SeedChange joins hundreds of organizations, networks and associations from all sectors of society to welcome the release of Canada’s brand new National Food Policy. More than 45,000 Canadians made their perspectives known during the national consultations in 2016, online and at public events.

That’s a resounding signal that Canadians not only see the cracks in our current food system, but want to have a say in rebuilding it.

Five years before the 2016 consultations, SeedChange was an important contributor to the Peoples’ Food Policy (Resetting the Table, 2011) developed by a network of groups working on poverty and inequality, local food, child nutrition, ecological agriculture, Indigenous and international food sovereignty, among other issues.

The National Food Policy announcement is a step forward. We are pleased to see that it will fund key areas such as a national school nutrition program, northern and Indigenous food security, and innovation for reducing food losses and waste.

What’s missing?

Transitioning to sustainable food systems

Healthy soils, water and ecosystems are critical to sustaining food systems. This message came through loud and clear during the 2016 consultations as something important to Canadians.
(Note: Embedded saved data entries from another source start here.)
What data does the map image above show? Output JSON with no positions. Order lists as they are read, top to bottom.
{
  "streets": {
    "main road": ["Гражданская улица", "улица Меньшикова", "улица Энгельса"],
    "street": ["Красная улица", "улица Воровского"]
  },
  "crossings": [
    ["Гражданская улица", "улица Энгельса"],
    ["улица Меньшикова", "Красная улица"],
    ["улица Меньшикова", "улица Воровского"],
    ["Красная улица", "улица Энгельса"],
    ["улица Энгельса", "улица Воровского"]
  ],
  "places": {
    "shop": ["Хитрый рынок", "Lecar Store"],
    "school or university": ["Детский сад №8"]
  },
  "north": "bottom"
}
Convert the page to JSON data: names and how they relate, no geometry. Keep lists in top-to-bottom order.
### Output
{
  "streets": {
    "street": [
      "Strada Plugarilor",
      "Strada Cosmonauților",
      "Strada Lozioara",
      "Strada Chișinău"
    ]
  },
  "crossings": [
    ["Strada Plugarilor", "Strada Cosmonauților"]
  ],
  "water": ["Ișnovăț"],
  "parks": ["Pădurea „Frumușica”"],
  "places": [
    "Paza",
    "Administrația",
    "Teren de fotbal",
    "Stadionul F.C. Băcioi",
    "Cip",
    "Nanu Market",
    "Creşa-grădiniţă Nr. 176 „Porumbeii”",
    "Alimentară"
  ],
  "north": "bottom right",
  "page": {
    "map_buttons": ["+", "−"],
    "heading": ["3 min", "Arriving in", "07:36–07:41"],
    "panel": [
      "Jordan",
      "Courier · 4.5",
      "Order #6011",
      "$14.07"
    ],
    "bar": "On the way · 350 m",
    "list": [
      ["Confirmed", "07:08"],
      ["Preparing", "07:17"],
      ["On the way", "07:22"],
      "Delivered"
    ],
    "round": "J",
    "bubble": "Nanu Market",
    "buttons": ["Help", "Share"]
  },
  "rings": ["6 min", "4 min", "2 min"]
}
Numerous international panels, from the Intergovernmental Panel on Climate Change to the Intergovernmental Science-Policy Platform on Biodiversity and Ecosystem Services, show that we are in the midst of a climate emergency, and an alarming decline in biodiversity. Meanwhile, agriculture is responsible for 11 per cent of Canada’s greenhouse gas emissions. Globally, our food system is responsible for up to a third of all emissions.

It’s clear we cannot tackle the climate and biodiversity crises unless we transform agriculture and shift the way we produce our food. Furthermore, investing in ecological and biodiverse agriculture has impacts across the Sustainable Development Goals. Transition to sustainable agriculture is not reflected in the National Food Policy announcement, and SeedChange hopes that it will be an important part of future announcements.

A right to food approach

A national food policy must be centred on the right of every human being to nutritious, safe and culturally appropriate food. We believe that this right is best realized by strengthening food sovereignty and local food systems, so that individuals have the means and agency to feed themselves.

Indigenous food sovereignty

As the original inhabitants and stewards of these lands, territories and waters, Indigenous peoples possess knowledge systems and practices for growing, gathering and providing food. Rights, respect and reconciliation with Indigenous peoples are essential components of a national food policy.

Key actors at the table

We welcome the announced Canadian Food Policy Advisory Council, to be composed of many sectors, including civil society and farmers organizations. The mandate and makeup of this council will be critical to ensure that those who grow and provide our food, and those who suffer from food insecurity, remain at the centre of food policy making. This is a chance for Canada to build on inclusive governance mechanisms already established, from food policy councils at the city level, to the Committee for World Food Security at the international level.

Our food matters – around the world

The majority of food grown in Canada is exported. As an organization working internationally, SeedChange is keen to ensure that the global impact of our food policies on climate change, food security, gender equity and human rights is positive. We expect that these considerations will remain strong in the implementation and accountability frameworks of the National Food Policy.

The National Food Policy, although not transformative, is an important first step on the path to forging a viable food system together.